## Goal of the exercise
Whatever the records say, give every one of them again exactly.

## Provided material

• • •

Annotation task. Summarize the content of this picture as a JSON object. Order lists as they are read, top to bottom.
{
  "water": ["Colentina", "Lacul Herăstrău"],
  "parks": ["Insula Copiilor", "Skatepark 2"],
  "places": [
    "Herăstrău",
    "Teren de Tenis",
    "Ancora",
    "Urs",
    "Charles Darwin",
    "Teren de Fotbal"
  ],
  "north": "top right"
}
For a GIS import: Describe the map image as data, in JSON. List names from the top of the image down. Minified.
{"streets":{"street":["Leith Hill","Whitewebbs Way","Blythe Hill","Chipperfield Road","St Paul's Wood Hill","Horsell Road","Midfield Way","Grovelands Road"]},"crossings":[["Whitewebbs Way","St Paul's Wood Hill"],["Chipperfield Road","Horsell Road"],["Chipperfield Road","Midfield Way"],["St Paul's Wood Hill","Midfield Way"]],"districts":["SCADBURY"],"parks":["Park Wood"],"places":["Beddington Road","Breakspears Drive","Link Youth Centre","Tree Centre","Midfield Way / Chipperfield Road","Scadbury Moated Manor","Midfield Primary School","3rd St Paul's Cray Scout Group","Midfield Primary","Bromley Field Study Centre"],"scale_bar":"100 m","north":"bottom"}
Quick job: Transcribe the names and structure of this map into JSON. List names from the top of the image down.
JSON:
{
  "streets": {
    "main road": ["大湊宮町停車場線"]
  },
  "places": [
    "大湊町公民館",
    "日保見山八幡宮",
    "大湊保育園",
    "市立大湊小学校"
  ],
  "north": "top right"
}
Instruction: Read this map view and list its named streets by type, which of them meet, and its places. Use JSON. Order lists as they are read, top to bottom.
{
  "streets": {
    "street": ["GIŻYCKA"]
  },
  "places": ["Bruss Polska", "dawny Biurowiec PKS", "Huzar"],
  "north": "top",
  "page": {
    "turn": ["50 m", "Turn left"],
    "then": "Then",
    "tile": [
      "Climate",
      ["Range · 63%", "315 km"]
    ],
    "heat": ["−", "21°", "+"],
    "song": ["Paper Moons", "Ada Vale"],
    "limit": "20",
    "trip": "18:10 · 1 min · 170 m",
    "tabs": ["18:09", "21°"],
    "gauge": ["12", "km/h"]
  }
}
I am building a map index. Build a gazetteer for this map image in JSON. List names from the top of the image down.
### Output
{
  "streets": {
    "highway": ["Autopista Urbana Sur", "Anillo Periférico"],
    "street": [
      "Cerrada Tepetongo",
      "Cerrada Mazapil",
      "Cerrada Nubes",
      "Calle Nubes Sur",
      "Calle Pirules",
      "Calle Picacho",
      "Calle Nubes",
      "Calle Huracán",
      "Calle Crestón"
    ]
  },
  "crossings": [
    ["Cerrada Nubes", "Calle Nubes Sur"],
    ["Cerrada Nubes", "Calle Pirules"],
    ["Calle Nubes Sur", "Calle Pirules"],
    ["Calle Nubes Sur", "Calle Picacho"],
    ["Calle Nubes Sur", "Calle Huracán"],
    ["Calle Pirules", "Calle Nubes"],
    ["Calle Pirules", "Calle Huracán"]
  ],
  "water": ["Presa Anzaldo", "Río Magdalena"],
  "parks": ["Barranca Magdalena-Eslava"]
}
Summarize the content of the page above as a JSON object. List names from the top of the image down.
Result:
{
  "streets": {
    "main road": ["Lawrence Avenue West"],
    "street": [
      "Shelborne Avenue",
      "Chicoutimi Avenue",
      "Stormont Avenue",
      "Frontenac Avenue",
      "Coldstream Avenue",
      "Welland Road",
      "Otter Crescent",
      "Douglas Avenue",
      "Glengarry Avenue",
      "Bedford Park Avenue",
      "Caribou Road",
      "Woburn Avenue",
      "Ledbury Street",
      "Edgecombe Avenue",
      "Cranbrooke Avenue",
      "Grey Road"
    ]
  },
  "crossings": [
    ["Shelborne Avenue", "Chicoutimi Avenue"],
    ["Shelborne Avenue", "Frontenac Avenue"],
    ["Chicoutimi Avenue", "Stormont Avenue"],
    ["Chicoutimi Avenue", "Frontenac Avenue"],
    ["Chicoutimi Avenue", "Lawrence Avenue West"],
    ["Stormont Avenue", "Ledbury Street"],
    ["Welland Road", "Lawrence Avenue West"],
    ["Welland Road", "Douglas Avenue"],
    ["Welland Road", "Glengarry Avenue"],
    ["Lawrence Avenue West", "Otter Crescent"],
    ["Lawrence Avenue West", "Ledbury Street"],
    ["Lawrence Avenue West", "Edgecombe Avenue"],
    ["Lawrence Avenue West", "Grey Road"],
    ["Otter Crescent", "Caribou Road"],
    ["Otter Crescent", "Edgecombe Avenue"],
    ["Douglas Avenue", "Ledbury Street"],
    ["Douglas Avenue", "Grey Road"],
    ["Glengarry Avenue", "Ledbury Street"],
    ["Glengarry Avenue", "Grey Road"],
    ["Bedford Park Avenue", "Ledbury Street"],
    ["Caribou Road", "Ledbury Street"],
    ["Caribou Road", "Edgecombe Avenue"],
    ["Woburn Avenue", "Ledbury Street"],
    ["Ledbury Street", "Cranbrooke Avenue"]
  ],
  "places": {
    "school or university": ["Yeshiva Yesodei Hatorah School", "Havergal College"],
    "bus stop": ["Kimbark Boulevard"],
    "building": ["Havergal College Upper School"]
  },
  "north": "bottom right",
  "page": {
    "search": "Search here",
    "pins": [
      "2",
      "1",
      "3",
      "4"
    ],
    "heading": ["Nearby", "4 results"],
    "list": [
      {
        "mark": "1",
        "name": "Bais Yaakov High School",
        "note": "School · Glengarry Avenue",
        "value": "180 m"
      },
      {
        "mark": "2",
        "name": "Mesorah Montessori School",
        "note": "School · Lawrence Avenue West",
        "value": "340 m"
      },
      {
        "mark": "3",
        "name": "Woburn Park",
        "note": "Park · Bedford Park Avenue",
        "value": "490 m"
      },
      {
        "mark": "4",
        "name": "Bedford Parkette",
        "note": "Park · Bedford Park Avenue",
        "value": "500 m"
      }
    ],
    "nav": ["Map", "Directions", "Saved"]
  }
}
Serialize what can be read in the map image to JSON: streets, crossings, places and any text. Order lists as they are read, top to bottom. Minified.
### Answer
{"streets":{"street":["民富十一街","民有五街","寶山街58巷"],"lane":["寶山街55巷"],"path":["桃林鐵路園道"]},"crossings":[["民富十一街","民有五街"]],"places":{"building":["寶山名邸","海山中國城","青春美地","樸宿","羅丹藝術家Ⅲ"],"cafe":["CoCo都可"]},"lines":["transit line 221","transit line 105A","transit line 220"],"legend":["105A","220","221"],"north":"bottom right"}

• • •

## Response to this exercise
Annotation task. Summarize the content of this picture as a JSON object. Order lists as they are read, top to bottom.
{
  "water": ["Colentina", "Lacul Herăstrău"],
  "parks": ["Insula Copiilor", "Skatepark 2"],
  "places": [
    "Herăstrău",
    "Teren de Tenis",
    "Ancora",
    "Urs",
    "Charles Darwin",
    "Teren de Fotbal"
  ],
  "north": "top right"
}
For a GIS import: Describe the map image as data, in JSON. List names from the top of the image down. Minified.
{"streets":{"street":["Leith Hill","Whitewebbs Way","Blythe Hill","Chipperfield Road","St Paul's Wood Hill","Horsell Road","Midfield Way","Grovelands Road"]},"crossings":[["Whitewebbs Way","St Paul's Wood Hill"],["Chipperfield Road","Horsell Road"],["Chipperfield Road","Midfield Way"],["St Paul's Wood Hill","Midfield Way"]],"districts":["SCADBURY"],"parks":["Park Wood"],"places":["Beddington Road","Breakspears Drive","Link Youth Centre","Tree Centre","Midfield Way / Chipperfield Road","Scadbury Moated Manor","Midfield Primary School","3rd St Paul's Cray Scout Group","Midfield Primary","Bromley Field Study Centre"],"scale_bar":"100 m","north":"bottom"}
Quick job: Transcribe the names and structure of this map into JSON. List names from the top of the image down.
JSON:
{
  "streets": {
    "main road": ["大湊宮町停車場線"]
  },
  "places": [
    "大湊町公民館",
    "日保見山八幡宮",
    "大湊保育園",
    "市立大湊小学校"
  ],
  "north": "top right"
}
Instruction: Read this map view and list its named streets by type, which of them meet, and its places. Use JSON. Order lists as they are read, top to bottom.
{
  "streets": {
    "street": ["GIŻYCKA"]
  },
  "places": ["Bruss Polska", "dawny Biurowiec PKS", "Huzar"],
  "north": "top",
  "page": {
    "turn": ["50 m", "Turn left"],
    "then": "Then",
    "tile": [
      "Climate",
      ["Range · 63%", "315 km"]
    ],
    "heat": ["−", "21°", "+"],
    "song": ["Paper Moons", "Ada Vale"],
    "limit": "20",
    "trip": "18:10 · 1 min · 170 m",
    "tabs": ["18:09", "21°"],
    "gauge": ["12", "km/h"]
  }
}
I am building a map index. Build a gazetteer for this map image in JSON. List names from the top of the image down.
### Output
{
  "streets": {
    "highway": ["Autopista Urbana Sur", "Anillo Periférico"],
    "street": [
      "Cerrada Tepetongo",
      "Cerrada Mazapil",
      "Cerrada Nubes",
      "Calle Nubes Sur",
      "Calle Pirules",
      "Calle Picacho",
      "Calle Nubes",
      "Calle Huracán",
      "Calle Crestón"
    ]
  },
  "crossings": [
    ["Cerrada Nubes", "Calle Nubes Sur"],
    ["Cerrada Nubes", "Calle Pirules"],
    ["Calle Nubes Sur", "Calle Pirules"],
    ["Calle Nubes Sur", "Calle Picacho"],
    ["Calle Nubes Sur", "Calle Huracán"],
    ["Calle Pirules", "Calle Nubes"],
    ["Calle Pirules", "Calle Huracán"]
  ],
  "water": ["Presa Anzaldo", "Río Magdalena"],
  "parks": ["Barranca Magdalena-Eslava"]
}
Summarize the content of the page above as a JSON object. List names from the top of the image down.
Result:
{
  "streets": {
    "main road": ["Lawrence Avenue West"],
    "street": [
      "Shelborne Avenue",
      "Chicoutimi Avenue",
      "Stormont Avenue",
      "Frontenac Avenue",
      "Coldstream Avenue",
      "Welland Road",
      "Otter Crescent",
      "Douglas Avenue",
      "Glengarry Avenue",
      "Bedford Park Avenue",
      "Caribou Road",
      "Woburn Avenue",
      "Ledbury Street",
      "Edgecombe Avenue",
      "Cranbrooke Avenue",
      "Grey Road"
    ]
  },
  "crossings": [
    ["Shelborne Avenue", "Chicoutimi Avenue"],
    ["Shelborne Avenue", "Frontenac Avenue"],
    ["Chicoutimi Avenue", "Stormont Avenue"],
    ["Chicoutimi Avenue", "Frontenac Avenue"],
    ["Chicoutimi Avenue", "Lawrence Avenue West"],
    ["Stormont Avenue", "Ledbury Street"],
    ["Welland Road", "Lawrence Avenue West"],
    ["Welland Road", "Douglas Avenue"],
    ["Welland Road", "Glengarry Avenue"],
    ["Lawrence Avenue West", "Otter Crescent"],
    ["Lawrence Avenue West", "Ledbury Street"],
    ["Lawrence Avenue West", "Edgecombe Avenue"],
    ["Lawrence Avenue West", "Grey Road"],
    ["Otter Crescent", "Caribou Road"],
    ["Otter Crescent", "Edgecombe Avenue"],
    ["Douglas Avenue", "Ledbury Street"],
    ["Douglas Avenue", "Grey Road"],
    ["Glengarry Avenue", "Ledbury Street"],
    ["Glengarry Avenue", "Grey Road"],
    ["Bedford Park Avenue", "Ledbury Street"],
    ["Caribou Road", "Ledbury Street"],
    ["Caribou Road", "Edgecombe Avenue"],
    ["Woburn Avenue", "Ledbury Street"],
    ["Ledbury Street", "Cranbrooke Avenue"]
  ],
  "places": {
    "school or university": ["Yeshiva Yesodei Hatorah School", "Havergal College"],
    "bus stop": ["Kimbark Boulevard"],
    "building": ["Havergal College Upper School"]
  },
  "north": "bottom right",
  "page": {
    "search": "Search here",
    "pins": [
      "2",
      "1",
      "3",
      "4"
    ],
    "heading": ["Nearby", "4 results"],
    "list": [
      {
        "mark": "1",
        "name": "Bais Yaakov High School",
        "note": "School · Glengarry Avenue",
        "value": "180 m"
      },
      {
        "mark": "2",
        "name": "Mesorah Montessori School",
        "note": "School · Lawrence Avenue West",
        "value": "340 m"
      },
      {
        "mark": "3",
        "name": "Woburn Park",
        "note": "Park · Bedford Park Avenue",
        "value": "490 m"
      },
      {
        "mark": "4",
        "name": "Bedford Parkette",
        "note": "Park · Bedford Park Avenue",
        "value": "500 m"
      }
    ],
    "nav": ["Map", "Directions", "Saved"]
  }
}
Serialize what can be read in the map image to JSON: streets, crossings, places and any text. Order lists as they are read, top to bottom. Minified.
### Answer
{"streets":{"street":["民富十一街","民有五街","寶山街58巷"],"lane":["寶山街55巷"],"path":["桃林鐵路園道"]},"crossings":[["民富十一街","民有五街"]],"places":{"building":["寶山名邸","海山中國城","青春美地","樸宿","羅丹藝術家Ⅲ"],"cafe":["CoCo都可"]},"lines":["transit line 221","transit line 105A","transit line 220"],"legend":["105A","220","221"],"north":"bottom right"}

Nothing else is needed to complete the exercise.